What the task requires
The lines below may contain the word "controls". Please count those that do and give the number alone.

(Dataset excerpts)

++++++++

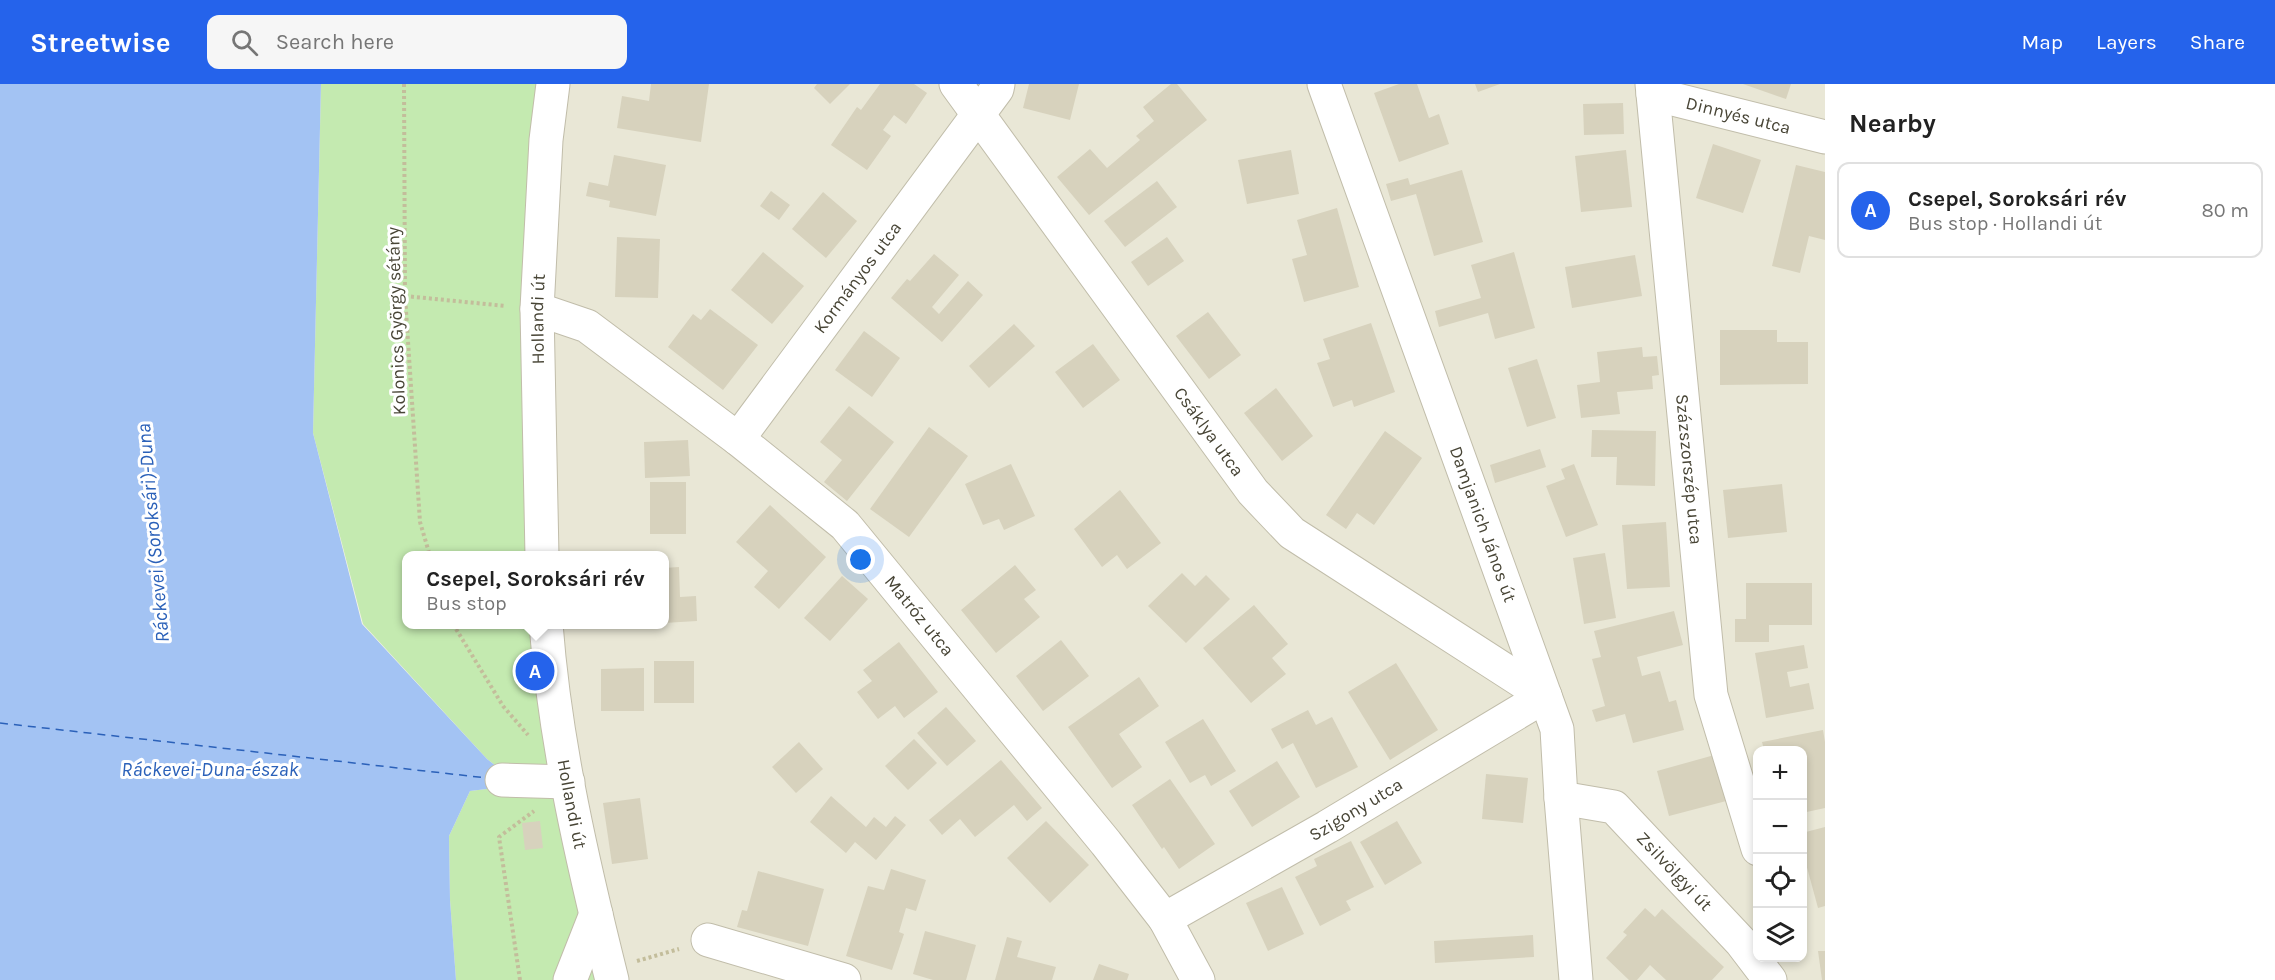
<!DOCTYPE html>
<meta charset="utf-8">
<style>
:root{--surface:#fff;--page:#f6f6f6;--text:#222;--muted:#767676;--line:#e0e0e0;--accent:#2563eb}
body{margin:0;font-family:Karla,sans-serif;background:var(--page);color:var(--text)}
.controls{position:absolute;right:18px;bottom:18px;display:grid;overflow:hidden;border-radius:12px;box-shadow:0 3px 9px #0003}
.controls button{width:54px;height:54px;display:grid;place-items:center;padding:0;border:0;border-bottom:2px solid var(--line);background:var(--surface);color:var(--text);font:30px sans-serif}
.you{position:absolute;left:861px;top:476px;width:21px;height:21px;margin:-15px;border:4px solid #fff;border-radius:50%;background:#1a73e8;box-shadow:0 0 0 9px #1a73e833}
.badge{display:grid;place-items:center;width:39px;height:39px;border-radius:50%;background:var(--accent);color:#fff;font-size:20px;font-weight:700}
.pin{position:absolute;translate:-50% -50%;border:3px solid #fff;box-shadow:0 2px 6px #0006}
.popup{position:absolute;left:402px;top:467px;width:267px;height:78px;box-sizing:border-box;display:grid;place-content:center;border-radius:12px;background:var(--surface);filter:drop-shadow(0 2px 4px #0005);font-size:20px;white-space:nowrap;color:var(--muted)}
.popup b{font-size:22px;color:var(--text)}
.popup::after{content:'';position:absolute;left:50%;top:100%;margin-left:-12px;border:12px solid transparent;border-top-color:var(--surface)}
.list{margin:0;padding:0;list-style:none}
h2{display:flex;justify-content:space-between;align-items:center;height:78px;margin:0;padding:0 24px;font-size:26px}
h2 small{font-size:20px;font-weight:400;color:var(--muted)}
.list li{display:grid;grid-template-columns:39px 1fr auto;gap:18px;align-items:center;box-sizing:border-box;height:96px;margin:0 12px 12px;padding:0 12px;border:2px solid var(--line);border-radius:12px}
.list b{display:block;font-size:22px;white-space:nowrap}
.list p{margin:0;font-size:20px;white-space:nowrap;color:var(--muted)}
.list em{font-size:20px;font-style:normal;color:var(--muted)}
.icon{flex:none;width:33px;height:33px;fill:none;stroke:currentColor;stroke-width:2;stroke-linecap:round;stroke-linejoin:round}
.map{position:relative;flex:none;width:1825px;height:896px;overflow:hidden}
header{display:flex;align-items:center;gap:36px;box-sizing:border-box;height:84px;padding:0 30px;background:var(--accent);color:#fff}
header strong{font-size:28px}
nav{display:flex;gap:33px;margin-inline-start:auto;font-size:21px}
.search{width:420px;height:54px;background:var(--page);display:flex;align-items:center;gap:15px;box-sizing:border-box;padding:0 21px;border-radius:12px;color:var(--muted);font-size:22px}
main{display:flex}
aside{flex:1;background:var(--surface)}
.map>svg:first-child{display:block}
.residential{fill:#e9e7d6;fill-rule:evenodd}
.green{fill:#c4eab0}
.water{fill:#a3c3f3}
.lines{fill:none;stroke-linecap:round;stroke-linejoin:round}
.ferry{stroke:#2b61b9;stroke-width:1.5;stroke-dasharray:8 6;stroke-linecap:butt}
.building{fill:#d7d2bd}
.minor-casing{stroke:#c1bdaa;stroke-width:35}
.path{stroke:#c3bd9b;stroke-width:4;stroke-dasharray:3 3;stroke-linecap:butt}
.minor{stroke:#fff;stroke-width:33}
.labels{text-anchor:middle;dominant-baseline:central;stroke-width:6;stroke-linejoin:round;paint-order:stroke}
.street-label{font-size:18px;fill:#484536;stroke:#fff}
.water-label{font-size:20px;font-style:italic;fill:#2b61b9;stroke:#fff}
</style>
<header>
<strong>Streetwise</strong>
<div class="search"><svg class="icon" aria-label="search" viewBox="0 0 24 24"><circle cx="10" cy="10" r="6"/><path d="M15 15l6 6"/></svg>Search here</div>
<nav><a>Map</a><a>Layers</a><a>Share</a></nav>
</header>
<main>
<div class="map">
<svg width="1825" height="896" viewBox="0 0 1825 896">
<rect width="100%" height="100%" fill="#f5f3e8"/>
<path class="residential" d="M553,0H1825V896H610L546,541L664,540V472H542ZM1758,666H1802V874H1758Z"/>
<path class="green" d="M321,0H553L542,471L406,472V540L546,541L610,896H456L450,816L449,752L470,707L502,703L501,686L487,675L363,540L313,349Z"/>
<path class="water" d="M0,0H321L313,349L362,540L487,675L501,686L503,703L470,707L449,752L450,816L456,896H0Z"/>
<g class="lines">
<path class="ferry" d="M0,639L487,694"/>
</g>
<g class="building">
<path d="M651,0H709L701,58L617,44L622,12L649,17Z"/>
<path d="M817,0H850L830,20L814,4Z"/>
<path d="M880,0H914L927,9L906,40L894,31L883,46L891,52L867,86L831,61L857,23L861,26Z"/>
<path d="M1029,0H1079L1070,36L1023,24Z"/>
<path d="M1171,0H1177L1207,36L1089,131L1057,93L1090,65L1107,84L1140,56L1136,52L1154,37L1143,23Z"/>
<path d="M1399,0H1417L1429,34L1439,30L1449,60L1399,78L1374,9Z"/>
<path d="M1475,0H1500L1478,8Z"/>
<path d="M1743,0H1791L1786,15Z"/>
<path d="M1623,19L1624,50L1584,51L1583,20Z"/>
<path d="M1713,60L1761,76L1743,129L1696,114Z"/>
<path d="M1291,66L1299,110L1247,120L1238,76Z"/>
<path d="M1626,66L1632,123L1581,128L1575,72Z"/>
<path d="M614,71L666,81L656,132L609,123L610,117L586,112L589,98L608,102Z"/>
<path d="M1796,81L1825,88V156L1809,152L1800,189L1772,182Z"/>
<path d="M1462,86L1483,158L1434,172L1416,110L1391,117L1386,100L1408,94L1410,101Z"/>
<path d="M1157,97L1177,123L1125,163L1104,137Z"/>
<path d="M771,107L790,121L779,136L760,122Z"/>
<path d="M823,108L857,137L826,174L792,145Z"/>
<path d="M1337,124L1359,203L1304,218L1292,175L1307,171L1297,136Z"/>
<path d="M617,153L660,155L658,214L615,213Z"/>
<path d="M1167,153L1184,177L1148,202L1131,178Z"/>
<path d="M763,168L804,202L772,240L731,206Z"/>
<path d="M1514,168L1535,244L1495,255L1488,229L1439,243L1435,227L1481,214L1471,181Z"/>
<path d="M934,170L959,191L932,223L939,230L968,197L983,211L942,258L891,214L907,195L910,197Z"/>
<path d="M1635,171L1642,212L1572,224L1565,183Z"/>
<path d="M710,225L758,261L723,306L668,263L693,230L701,236Z"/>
<path d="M1208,228L1241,271L1209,295L1176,252Z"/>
<path d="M1371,239L1395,308L1354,323L1352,316L1333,323L1317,279L1330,275L1323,255Z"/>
<path d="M1014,240L1035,262L989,304L969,282Z"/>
<path d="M1720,246H1777V258H1808V300L1720,301Z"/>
<path d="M864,247L900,274L872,313L835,286Z"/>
<path d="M1093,260L1120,296L1083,324L1055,288Z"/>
<path d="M1642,263L1643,273L1657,272L1659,291L1652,292L1653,305L1617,308L1620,330L1581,334L1577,301L1600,298L1597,268Z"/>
<path d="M1537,275L1556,334L1527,343L1508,284Z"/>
<path d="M1276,304L1313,352L1282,377L1244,329Z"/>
<path d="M849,322L894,358L847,417L824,398L842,376L820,358Z"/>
<path d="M929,343L968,372L909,453L870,425Z"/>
<path d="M1592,346L1656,347L1655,402L1616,401L1617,373H1591Z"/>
<path d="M1385,347L1422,374L1374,441L1357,429L1346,445L1326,431Z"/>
<path d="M688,356L690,392L645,394L644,358Z"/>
<path d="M1540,365L1546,383L1495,399L1490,381Z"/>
<path d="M1011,380L1035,432L1004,446L999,435L983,441L965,400Z"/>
<path d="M1574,380L1598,441L1566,453L1546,402L1565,395L1561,385Z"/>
<rect x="650" y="398" width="36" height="52"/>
<path d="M1782,400L1787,448L1728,454L1723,406Z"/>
<path d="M1120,406L1161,459L1127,485L1117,471L1102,483L1074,445Z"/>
<path d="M770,421L826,473L779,525L754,503L768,487L736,458Z"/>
<path d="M1666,438L1670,503L1627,505L1622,441Z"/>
<path d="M1605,469L1616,534L1584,540L1573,474Z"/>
<path d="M1015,481L1036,506L1024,515L1040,533L996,569L961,526Z"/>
<path d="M679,483L680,513L696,512L697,537L664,539V484Z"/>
<path d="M1182,489L1195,502L1206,491L1230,515L1186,559L1148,522Z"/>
<path d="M842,492L868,515L830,557L804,534Z"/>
<path d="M1746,499H1812V541H1769V558H1735V535H1746Z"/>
<path d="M1254,521L1288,560L1272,574L1286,590L1251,619L1203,564Z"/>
<path d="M1674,527L1683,561L1637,573L1642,592L1660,587L1669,618L1676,616L1684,646L1633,659L1625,630L1596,638L1592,626L1605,622L1592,575L1601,573L1594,547Z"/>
<path d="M1061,556L1089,592L1043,627L1016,592Z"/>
<path d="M899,558L938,608L904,634L895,622L878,635L857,608L872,597L863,586Z"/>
<path d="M1804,561L1808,584L1787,588L1790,603L1809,599L1814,625L1766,634L1755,569Z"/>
<rect x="654" y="577" width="40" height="42"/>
<path d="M1396,579L1438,646L1390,676L1348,608Z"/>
<path d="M644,584V627H601V585Z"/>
<path d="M1139,593L1159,622L1119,650L1142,683L1112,704L1068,643Z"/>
<path d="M946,623L976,657L947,682L917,649Z"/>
<path d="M1308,626L1316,641L1332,633L1358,683L1316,704L1293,659L1282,665L1271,645Z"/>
<path d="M1203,635L1236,687L1211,702L1205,691L1190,699L1165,658Z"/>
<path d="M1823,646L1825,658V724L1802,729V666H1764L1762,658Z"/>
<path d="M914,655L937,679L908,706L885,682Z"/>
<path d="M799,658L823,685L796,709L772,683Z"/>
<path d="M1718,670L1730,716L1669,732L1657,687Z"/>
<path d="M1001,676L1042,724L1027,737L1014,721L975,753L960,735L942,751L929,736Z"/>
<path d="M1277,677L1300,713L1252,743L1229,707Z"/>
<path d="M1486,690L1528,694L1523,739L1482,735Z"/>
<path d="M1170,695L1215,760L1179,785L1164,763L1162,765L1132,721Z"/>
<path d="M831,712L866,743L874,733L886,743L895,732L906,741L876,776L855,758L846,769L810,738Z"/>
<path d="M640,714L648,775L612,780L603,719Z"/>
<path d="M540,737L543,764L525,766L522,739Z"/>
<path d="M1046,737L1089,781L1050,819L1007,774Z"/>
<path d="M1397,737L1422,779L1385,801L1360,758Z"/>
<path d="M1825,743V822L1818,824L1802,765V749Z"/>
<path d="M1351,757L1374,803L1346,817L1351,826L1320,842L1295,793L1317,782L1314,775Z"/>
<path d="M891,785L926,796L916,827L906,824L899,848L904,850L892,886L846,872L868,802L884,806Z"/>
<path d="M758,787L824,805L808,862L737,843L742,826L747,827Z"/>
<path d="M1282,803L1304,850L1268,867L1246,819Z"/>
<path d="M1645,824L1655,833L1662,825L1724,883L1712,896H1666L1650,881L1637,896H1629L1606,874L1627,851L1623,848Z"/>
<path d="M925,847L976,861L966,896H933L913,890Z"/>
<path d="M1533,851L1534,873L1435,879L1434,857Z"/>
<path d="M1007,853L1022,857L1017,873L1056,883L1052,896H995Z"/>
<path d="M1818,867H1825V896H1822Z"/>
<path d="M1099,880L1129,890L1127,896H1093Z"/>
</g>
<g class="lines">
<g class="minor-casing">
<g id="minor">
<path id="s1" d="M956,0L1253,408L1292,449L1545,612"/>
<path id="s2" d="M1324,0L1557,645L1561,714L1576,896"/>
<path id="s3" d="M1652,0L1711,611L1758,765"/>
<path id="s4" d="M1653,10L1825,53"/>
<path id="s5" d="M537,225L587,242L738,355L845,441L1106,759L1165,835L1198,896"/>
<path id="s6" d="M738,355L997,5L998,0"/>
<path id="s7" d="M542,472L537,225L546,56L553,0"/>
<path id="s8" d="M546,540C555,660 583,780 612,896"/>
<path d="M502,696L568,698"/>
<path id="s9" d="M1561,714L1614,723L1741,858L1770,896"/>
<path id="s10" d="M1165,835L1327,743L1545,612"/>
<path d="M708,856L844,896"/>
<path d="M570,896L596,830"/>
</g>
</g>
<g class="path">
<path d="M404,0L405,212L420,438L430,472"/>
<path d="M405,212L506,222"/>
<path d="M453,540L503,622L528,651"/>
<path d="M637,877L679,865"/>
<path d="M520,896L499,753L534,727"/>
</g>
<use href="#minor" class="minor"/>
</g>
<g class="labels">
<g class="street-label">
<text stroke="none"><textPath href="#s4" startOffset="88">Dinnyés utca</textPath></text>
<text stroke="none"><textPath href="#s6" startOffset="201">Kormányos utca</textPath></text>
<text stroke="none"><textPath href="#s7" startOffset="237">Hollandi út</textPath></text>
<text transform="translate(396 237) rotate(-92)">Kolonics György sétány</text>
<text stroke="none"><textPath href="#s1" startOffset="430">Csáklya utca</textPath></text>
<text stroke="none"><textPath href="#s3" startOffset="387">Százszorszép utca</textPath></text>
<text stroke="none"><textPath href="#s2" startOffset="468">Damjanich János út</textPath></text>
<text stroke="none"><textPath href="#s5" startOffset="496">Matróz utca</textPath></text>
<text stroke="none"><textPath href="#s8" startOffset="182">Hollandi út</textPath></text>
<text stroke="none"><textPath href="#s10" startOffset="220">Szigony utca</textPath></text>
<text stroke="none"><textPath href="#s9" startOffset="142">Zsilvölgyi út</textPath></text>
</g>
<g class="water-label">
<text transform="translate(153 449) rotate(-95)">Ráckevei (Soroksári)-Duna</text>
<text x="210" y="685">Ráckevei-Duna-észak</text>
</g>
</g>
</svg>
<div class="controls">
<button>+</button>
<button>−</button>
<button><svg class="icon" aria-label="locate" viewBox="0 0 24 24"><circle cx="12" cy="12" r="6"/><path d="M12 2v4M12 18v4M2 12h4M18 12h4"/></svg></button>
<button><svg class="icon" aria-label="layers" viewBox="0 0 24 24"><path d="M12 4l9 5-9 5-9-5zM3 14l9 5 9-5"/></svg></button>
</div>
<div class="you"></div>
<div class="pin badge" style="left:535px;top:587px">A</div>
<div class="popup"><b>Csepel, Soroksári rév</b>Bus stop</div>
</div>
<aside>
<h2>Nearby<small></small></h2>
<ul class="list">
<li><span class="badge">A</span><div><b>Csepel, Soroksári rév</b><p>Bus stop · Hollandi út</p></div><em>80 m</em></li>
</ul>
</aside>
</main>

++++++++

Exercise response
3